To calculate the electric force on a 10 nC charge located at (0,2,4) due to the point charges at (3,2,1) and (-1,-2,-3), we can use Coulomb's law. Coulomb's law states that the electric force between two point charges is directly proportional to the product of their charges and inversely proportional to the square of the distance between them.
Step 1: Calculate the distance between the charge at (0,2,4) and the charge at (3,2,1).
The distance between two points in three-dimensional space can be calculated using the distance formula:
d = √((x2-x1)^2 + (y2-y1)^2 + (z2-z1)^2)
Substituting the values, we get:
d = √((3-0)^2 + (2-2)^2 + (1-4)^2)
d = √(9 + 0 + 9)
d = √18
d = 3√2
Step 2: Calculate the electric force between the charges.

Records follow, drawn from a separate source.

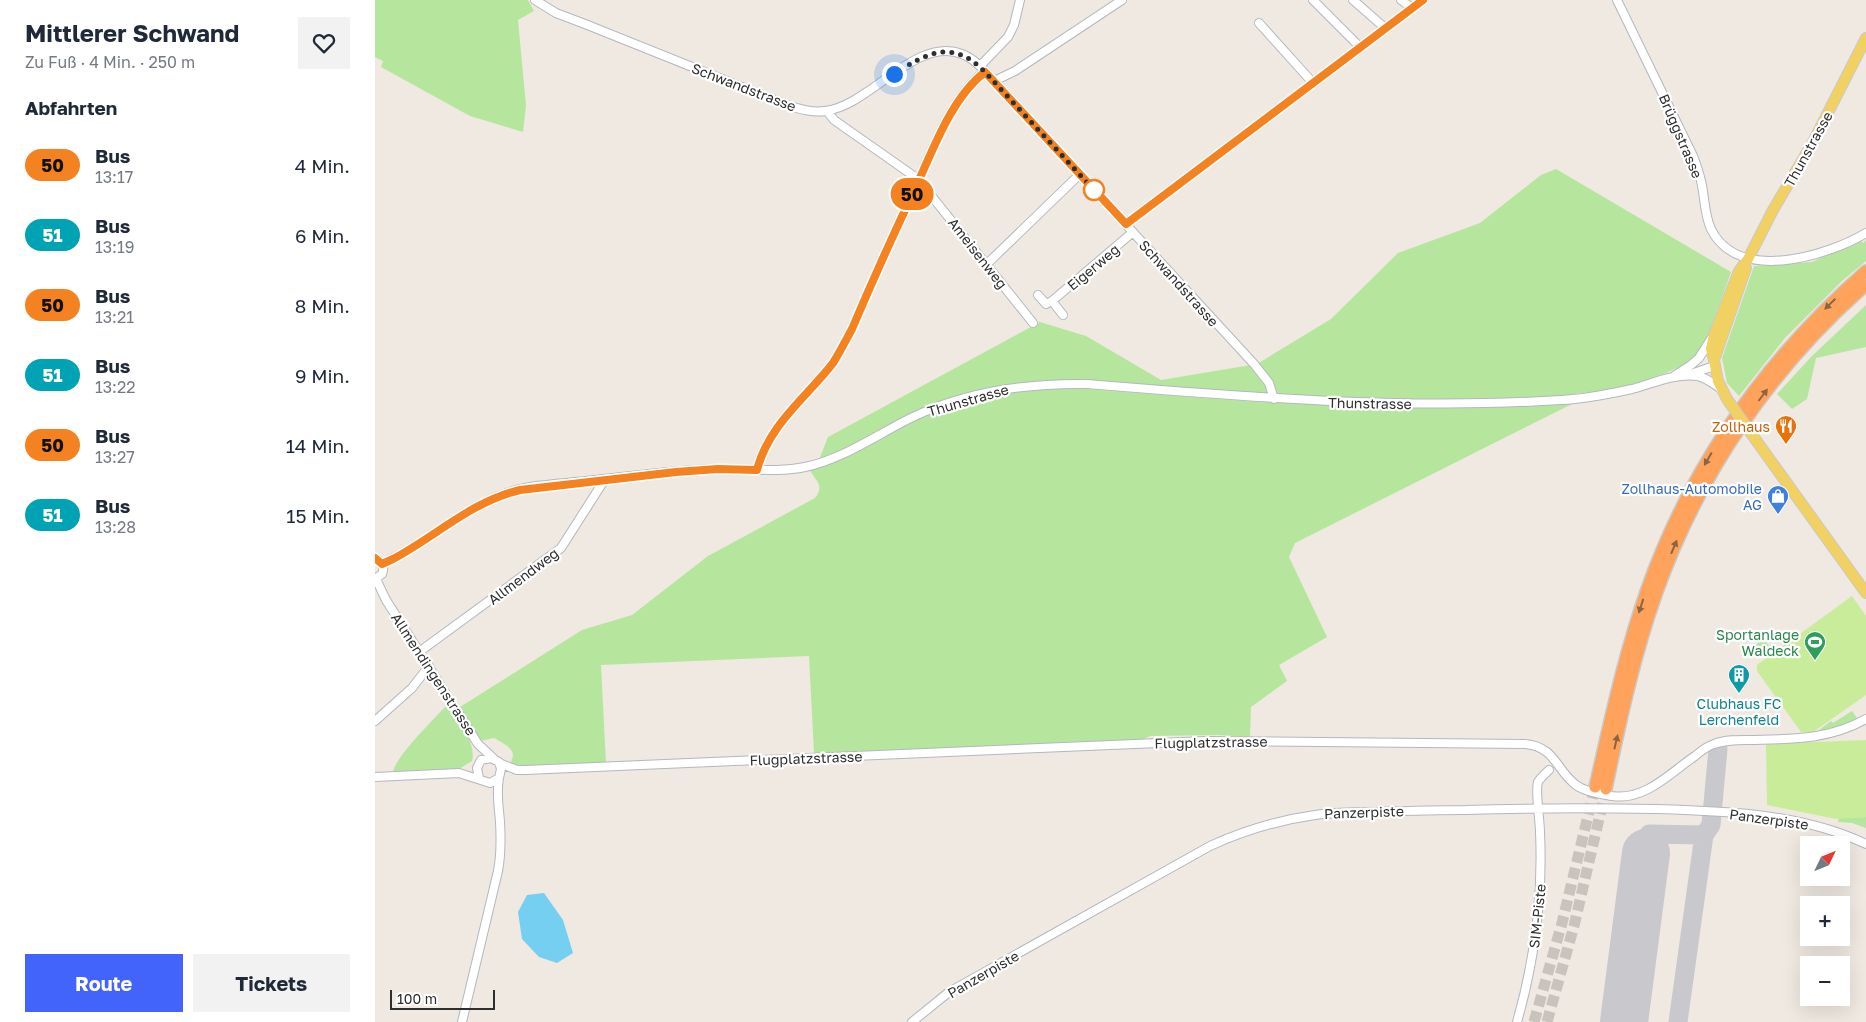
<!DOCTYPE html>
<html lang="de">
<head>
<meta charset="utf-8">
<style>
  :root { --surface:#fff; --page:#f2f2f3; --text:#1f2937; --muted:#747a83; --accent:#4264fb }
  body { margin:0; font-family:"Golos Text",sans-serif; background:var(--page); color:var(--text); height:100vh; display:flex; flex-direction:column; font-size:19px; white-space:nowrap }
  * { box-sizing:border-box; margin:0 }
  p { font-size:16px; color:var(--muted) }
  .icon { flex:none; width:28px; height:28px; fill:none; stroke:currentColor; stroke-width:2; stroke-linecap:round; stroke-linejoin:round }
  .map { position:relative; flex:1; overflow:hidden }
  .details { display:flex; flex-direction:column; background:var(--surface); width:375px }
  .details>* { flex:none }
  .badge { padding:0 10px; border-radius:16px; font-size:18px; line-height:32px }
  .needle { width:32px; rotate:47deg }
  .tools { position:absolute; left:1425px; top:836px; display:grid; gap:10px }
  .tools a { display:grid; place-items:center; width:50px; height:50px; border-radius:0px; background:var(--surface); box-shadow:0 5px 20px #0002; font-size:25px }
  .scale { position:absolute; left:15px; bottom:12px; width:105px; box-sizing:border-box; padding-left:5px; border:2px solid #2e2e2e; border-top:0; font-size:14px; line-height:18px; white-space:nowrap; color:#2e2e2e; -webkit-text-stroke:4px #fff; paint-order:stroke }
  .you { position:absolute; width:25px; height:25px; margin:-12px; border:4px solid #fff; border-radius:50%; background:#1a73e8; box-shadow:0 0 0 8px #1a73e833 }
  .map>.badge { position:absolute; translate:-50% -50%; box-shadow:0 0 0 2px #fff }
  h2 { padding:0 25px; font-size:19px; line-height:45px }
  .round { display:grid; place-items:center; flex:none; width:52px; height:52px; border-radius:0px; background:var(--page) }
  .headline { display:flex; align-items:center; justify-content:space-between; height:85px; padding:0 25px }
  h1 { font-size:24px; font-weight:700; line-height:38px }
  .action { display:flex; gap:10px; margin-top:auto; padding:10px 25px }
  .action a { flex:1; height:58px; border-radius:0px; background:var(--accent); color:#fff; font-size:20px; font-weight:700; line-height:58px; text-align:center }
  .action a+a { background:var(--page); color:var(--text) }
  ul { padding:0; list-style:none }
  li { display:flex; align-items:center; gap:15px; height:70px; padding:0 25px }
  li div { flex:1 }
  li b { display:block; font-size:19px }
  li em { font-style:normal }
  li .badge { min-width:55px; font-weight:700; text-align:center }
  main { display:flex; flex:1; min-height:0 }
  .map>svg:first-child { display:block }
  .green { fill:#b6e59e }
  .pitch { fill:#c9ec9a }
  .water { fill:#75cff0 }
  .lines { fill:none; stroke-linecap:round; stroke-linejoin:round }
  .taxiway { stroke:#c9c8cc; stroke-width:19 }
  .runway { stroke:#c9c8cc; stroke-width:48 }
  .highway-tunnel { stroke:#c8c4bd; stroke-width:11; stroke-dasharray:11 5.5; stroke-linecap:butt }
  .minor-casing { stroke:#b4b7c1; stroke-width:10 }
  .major-casing { stroke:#c9c9c9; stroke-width:12 }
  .highway-casing { stroke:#c9c9c9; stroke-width:14 }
  .minor { stroke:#fff; stroke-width:8 }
  .major { stroke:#f2d163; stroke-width:10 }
  .highway { stroke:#ffa35c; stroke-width:11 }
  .major-bridge-casing { stroke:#c9c9c9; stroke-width:12; stroke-linecap:butt }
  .major-bridge { stroke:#f2d163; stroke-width:10 }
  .oneway { fill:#8c6343 }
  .line-casing { stroke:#fff; stroke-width:11 }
  .line { stroke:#f58220; stroke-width:8 }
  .walk { stroke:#2e2e2e; stroke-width:5; stroke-dasharray:0 9 }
  .stop-dot { fill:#fff; stroke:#f58220; stroke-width:2.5 }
  .labels { text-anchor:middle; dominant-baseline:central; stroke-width:4.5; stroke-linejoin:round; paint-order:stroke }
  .street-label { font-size:14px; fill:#2e2e2e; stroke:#fff }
  .food-label { font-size:14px; fill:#c56008; stroke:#fff; text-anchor:end }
  .shop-label { font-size:14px; fill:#366cbe; stroke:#fff; text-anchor:end }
  .leisure-label { font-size:14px; fill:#27864d; stroke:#fff; text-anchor:end }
  .culture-label { font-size:14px; fill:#0d838f; stroke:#fff }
</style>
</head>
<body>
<main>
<section class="details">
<div class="headline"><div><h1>Mittlerer Schwand</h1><p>Zu Fuß · 4 Min. · 250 m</p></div><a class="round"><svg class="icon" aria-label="heart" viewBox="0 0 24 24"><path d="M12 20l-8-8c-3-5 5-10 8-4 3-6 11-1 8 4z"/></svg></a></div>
<h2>Abfahrten</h2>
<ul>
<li><span class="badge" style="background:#f58220;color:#111">50</span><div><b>Bus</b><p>13:17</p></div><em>4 Min.</em></li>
<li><span class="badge" style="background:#00a3b4;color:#fff">51</span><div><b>Bus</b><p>13:19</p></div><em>6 Min.</em></li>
<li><span class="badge" style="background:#f58220;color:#111">50</span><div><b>Bus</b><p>13:21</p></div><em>8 Min.</em></li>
<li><span class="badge" style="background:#00a3b4;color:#fff">51</span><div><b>Bus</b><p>13:22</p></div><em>9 Min.</em></li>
<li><span class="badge" style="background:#f58220;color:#111">50</span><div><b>Bus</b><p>13:27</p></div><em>14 Min.</em></li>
<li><span class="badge" style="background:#00a3b4;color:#fff">51</span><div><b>Bus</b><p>13:28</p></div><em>15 Min.</em></li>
</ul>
<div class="action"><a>Route</a><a>Tickets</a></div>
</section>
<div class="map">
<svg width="1491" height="1022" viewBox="0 0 1491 1022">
  <rect width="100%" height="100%" fill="#efe9e1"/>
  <path class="green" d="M 0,0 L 153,0 L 159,11 L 143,20 L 151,106 L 148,132 L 95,116 L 6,67 L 8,61 L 0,57 Z
    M 1181,169 L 1356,272 C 1350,290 1343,308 1337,326 C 1334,333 1333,342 1328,348 C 1308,375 1234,394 1201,393 L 1199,403 L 920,543 L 914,557 L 952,637 L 904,665 L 912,681 L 876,707 L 875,737 L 844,735 L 775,736 L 750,748 L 439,753 L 434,656 L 226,665 L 231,764 L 140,766 L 136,763 C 136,760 138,758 138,755 C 138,747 124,741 119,738 L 105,741 L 85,707 L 207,630 L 257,615 L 333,556 L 440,498 C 450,485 441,482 435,470 L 442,465 L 453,437 L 665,322 L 711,336 L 786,380 L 882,364 L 956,319 L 1023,253 L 1105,223 L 1166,175 Z
    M 1484,239 L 1488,243 L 1491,240 L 1491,261 L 1467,281 L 1410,338 L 1364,396 L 1352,383 L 1347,358 L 1379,266 L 1437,262 Z
    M 1491,305 L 1491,347 L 1441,358 L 1432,399 L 1417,409 L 1402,394 L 1436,357 Z
    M 1386,641 L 1391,642 L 1398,650 L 1386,658 L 1381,652 L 1374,653 L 1373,655 L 1372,651 Z
    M 72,705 C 82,720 102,742 97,761 L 84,769 L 18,772 C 21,756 59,719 72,705 Z
    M 1477,711 L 1482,718 C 1474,727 1452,732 1440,733 L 1456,721 L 1458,723 Z
    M 1491,817 L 1491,828 L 1477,823 L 1463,822 L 1464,818 Z"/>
  <path class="pitch" d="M 1477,596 L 1491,616 L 1491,695 L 1438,732 L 1426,732 L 1382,671 L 1382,665 Z
    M 1491,740 L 1491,817 L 1461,819 L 1392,805 L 1391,744 Z"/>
  <path class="water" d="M 169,893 L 188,920 L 198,953 L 182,963 L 164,957 L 147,939 L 143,912 L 152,895 Z"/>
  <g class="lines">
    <path class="taxiway" d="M 1271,853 L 1274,834 L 1329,835
      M 1303,1022 L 1329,835 L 1336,825 L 1343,749"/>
    <path class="runway" d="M 1249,1022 L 1271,853"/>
    <path class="highway-tunnel" d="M 1159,1022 L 1187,923 L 1220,787
      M 1172,1022 L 1199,926 L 1231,789"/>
    <g class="minor-casing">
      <path id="minor" d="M 160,0 L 181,13 L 210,24 L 412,105 C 425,109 437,113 450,111 C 495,106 540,36 587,54 C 600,59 610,71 619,81 L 879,364 L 894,383 L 899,399
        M 938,0 L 985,47
        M 978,0 L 1010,28
        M 1026,0 L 1037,8
        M 1242,0 L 1318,156 C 1321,164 1324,172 1326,181 C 1330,197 1329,214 1336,229 C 1363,284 1452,256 1491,233
        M 884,23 L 938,83
        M 605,66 L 633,37 L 639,25 L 645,0
        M 619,81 L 640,71 L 747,0
        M 452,111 L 459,120 L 543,179 L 658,323
        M 751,224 L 1048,0
        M 615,261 L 704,175
        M 663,295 L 671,304 L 677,301 L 758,232
        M 677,301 L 688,315
        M 1316,374 L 1339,366
        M 1299,376 L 1316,365 L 1324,358 L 1336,339
        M 382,470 C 394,424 431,398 458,363 C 465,352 471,340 477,329 C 497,282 518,235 540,189 C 557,150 576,98 610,71
        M 0,558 C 7,561 10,567 7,574 L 0,579
        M 7,564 C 17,558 28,554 37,548 C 68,529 98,505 132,493 C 157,484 185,484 211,481 C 255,476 299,470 343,469 C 372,468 401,473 430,467 C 469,459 504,433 540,416 C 594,391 654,383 713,384 C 871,397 1028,410 1186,400 C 1210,399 1234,394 1257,389 C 1279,383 1300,373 1323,376 C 1332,378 1339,384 1346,389
        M 1,579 L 11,600 L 103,744 L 118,758
        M 44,652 L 186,548 L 230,479
        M 0,721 L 37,688 L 54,666
        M 124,763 L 142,770 L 150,770 L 831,741 L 1150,744 C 1181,747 1180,769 1201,785 C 1210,792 1226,794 1237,796 C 1270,801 1295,773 1320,756 C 1326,751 1332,746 1339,744 C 1352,739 1367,740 1381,740 C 1419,739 1456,739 1491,719
        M 0,777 L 84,773 L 115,783 L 124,778 L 126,769 L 124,762 L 116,758 L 106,760 L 102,768 L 104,778
        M 87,1022 L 123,871 C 126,855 126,839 125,822 C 124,807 121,794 124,778
        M 537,1022 L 574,992 L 835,846 C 868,831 904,820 940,815 C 960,812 980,812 1000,812 C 1030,811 1060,810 1091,810 C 1154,808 1217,808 1280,809 C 1350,811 1426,813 1491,844
        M 1142,1022 C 1160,959 1168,897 1165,832 C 1165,821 1160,790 1163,782 C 1166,777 1170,774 1174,770"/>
    </g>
    <g class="major-casing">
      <path id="major" d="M 1339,360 L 1336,349 L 1339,335 L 1364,271 L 1373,259 L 1398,210 L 1438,142 L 1491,38
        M 1352,399 L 1343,381 L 1339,360 L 1371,268
        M 1375,432 L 1491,593"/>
    </g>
    <g class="highway-casing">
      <path id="highway" d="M 1220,787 C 1235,721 1249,654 1272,589 C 1316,465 1392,358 1491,271
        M 1231,789 C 1245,723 1259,656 1282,592 C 1324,474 1396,368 1491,285"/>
    </g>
    <use href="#minor" class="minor"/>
    <use href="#major" class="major"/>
    <use href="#highway" class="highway"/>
    <g class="major-bridge-casing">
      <path id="major-bridge" d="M 1352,399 L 1375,432"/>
    </g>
    <use href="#major-bridge" class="major-bridge"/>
  </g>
  <defs><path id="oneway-solid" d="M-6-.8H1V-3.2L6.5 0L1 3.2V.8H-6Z" transform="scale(1.25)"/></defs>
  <g class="oneway">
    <use href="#oneway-solid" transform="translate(1455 304) rotate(136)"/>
    <use href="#oneway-solid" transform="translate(1388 395) rotate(-53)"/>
    <use href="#oneway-solid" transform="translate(1333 459) rotate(120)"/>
    <use href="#oneway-solid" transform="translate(1299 547) rotate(-67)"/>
    <use href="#oneway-solid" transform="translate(1266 606) rotate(108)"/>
    <use href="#oneway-solid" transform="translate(1241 742) rotate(-77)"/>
  </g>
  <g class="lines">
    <g class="line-casing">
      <path id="line" d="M 0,558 L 7,564 L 18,559 C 60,537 97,501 145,490 L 301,472 L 343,469 L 382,470 C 394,424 431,398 458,363 C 465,352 471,340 477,329 C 497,282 518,235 540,189 C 558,150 576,98 610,72 L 751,224 L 1048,0"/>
    </g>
    <use href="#line" class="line"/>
    <path class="walk" d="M 519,74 C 553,52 578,39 610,72 L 719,190"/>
  </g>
  <defs>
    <g id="restaurant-pin" transform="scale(1.125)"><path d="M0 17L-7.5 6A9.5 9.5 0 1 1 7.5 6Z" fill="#e8710a" stroke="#fff"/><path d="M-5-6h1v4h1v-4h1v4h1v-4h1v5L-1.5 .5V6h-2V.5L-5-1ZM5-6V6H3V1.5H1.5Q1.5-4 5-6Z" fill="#fff"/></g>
    <g id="shop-pin" transform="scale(1.125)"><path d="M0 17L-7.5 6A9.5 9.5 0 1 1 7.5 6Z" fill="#3f7fe0" stroke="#fff"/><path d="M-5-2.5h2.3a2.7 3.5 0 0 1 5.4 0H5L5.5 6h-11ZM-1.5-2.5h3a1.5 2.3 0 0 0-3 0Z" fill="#fff"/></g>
    <g id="stadium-pin" transform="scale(1.125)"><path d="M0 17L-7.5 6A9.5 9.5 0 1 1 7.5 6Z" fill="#2e9e5b" stroke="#fff"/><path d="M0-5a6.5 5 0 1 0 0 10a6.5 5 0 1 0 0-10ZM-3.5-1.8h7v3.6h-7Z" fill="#fff"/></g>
    <g id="building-pin" transform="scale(1.125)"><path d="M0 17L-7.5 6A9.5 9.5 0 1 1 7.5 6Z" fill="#0f9aa8" stroke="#fff"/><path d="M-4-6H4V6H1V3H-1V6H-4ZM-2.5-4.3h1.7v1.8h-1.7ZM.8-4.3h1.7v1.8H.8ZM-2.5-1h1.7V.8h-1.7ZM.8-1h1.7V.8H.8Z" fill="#fff"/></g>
  </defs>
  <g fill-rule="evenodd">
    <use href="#restaurant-pin" x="1411" y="426"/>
    <use href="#shop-pin" x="1403" y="496"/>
    <use href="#stadium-pin" x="1440" y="642"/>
    <use href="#building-pin" x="1364" y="675"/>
  </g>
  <circle class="stop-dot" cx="719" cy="190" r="10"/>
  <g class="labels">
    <g class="street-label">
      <text transform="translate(369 87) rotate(21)">Schwandstrasse</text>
      <text transform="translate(1306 136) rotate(67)">Brüggstrasse</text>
      <text transform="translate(1433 149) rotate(-61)">Thunstrasse</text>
      <text transform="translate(603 253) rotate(52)">Ameisenweg</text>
      <text transform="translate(718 267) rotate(-40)">Eigerweg</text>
      <text transform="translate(804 283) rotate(48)">Schwandstrasse</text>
      <text transform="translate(593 400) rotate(-16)">Thunstrasse</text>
      <text transform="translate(995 403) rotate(1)">Thunstrasse</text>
      <text transform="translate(148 576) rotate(-37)">Allmendweg</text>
      <text transform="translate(59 674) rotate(57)">Allmendingenstrasse</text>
      <text transform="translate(836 742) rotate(-1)">Flugplatzstrasse</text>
      <text transform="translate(431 758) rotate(-2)">Flugplatzstrasse</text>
      <text transform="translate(989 812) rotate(-2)">Panzerpiste</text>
      <text transform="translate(1394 819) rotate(8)">Panzerpiste</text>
      <text transform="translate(1162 916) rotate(-84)">SIM-Piste</text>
      <text transform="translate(608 974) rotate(-30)">Panzerpiste</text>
    </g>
    <g class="food-label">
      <text x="1395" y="426">Zollhaus</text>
    </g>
    <g class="shop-label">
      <text x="1387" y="488">Zollhaus-Automobile<tspan x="1387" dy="16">AG</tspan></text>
    </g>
    <g class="leisure-label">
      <text x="1424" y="634">Sportanlage<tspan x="1424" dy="16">Waldeck</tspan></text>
    </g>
    <g class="culture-label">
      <text x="1364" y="703">Clubhaus FC<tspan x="1364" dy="16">Lerchenfeld</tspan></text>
    </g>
  </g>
</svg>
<div class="tools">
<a><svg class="needle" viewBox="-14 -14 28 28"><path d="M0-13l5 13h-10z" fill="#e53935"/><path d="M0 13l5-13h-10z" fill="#747a83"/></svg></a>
<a>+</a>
<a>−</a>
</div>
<div class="scale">100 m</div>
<div class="you" style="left:519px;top:74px"></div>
<b class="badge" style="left:537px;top:194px;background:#f58220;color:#111">50</b>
</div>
</main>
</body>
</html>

Using Coulomb's law, the electric force (F) between two point charges (q1 and q2) is given by the formula:
F = (k * |q1 * q2|) / d^2
where k is the electrostatic constant.
Substituting the values, we get:
F = (k * |10 * 2 * 10^-9 * 4 * 10^-9|) / (3√2)^2
F = (9 * 10^9 * 20 * 10^-18) / (3√2)^2
F = (180 * 10^-9) / (9 * 2)
F = 10 * 10^-9
F = 10 * 10^-9 N
Therefore, the electric force on the 10 nC charge located at (0,2,4) due to the point charges at (3,2,1) and (-1,-2,-3) is 10 * 10^-9 Newtons.
To calculate the electric field intensity at the point (0,2,4), we can use the formula:
E = F / q
where E is the electric field intensity and q is the charge experiencing the force.
Substituting the values, we get:
E = (10 * 10^-9 N) / (10 * 10^-9 C)
E = 1 N/C
Therefore, the electric field intensity at the point (0,2,4) is 1 N/C.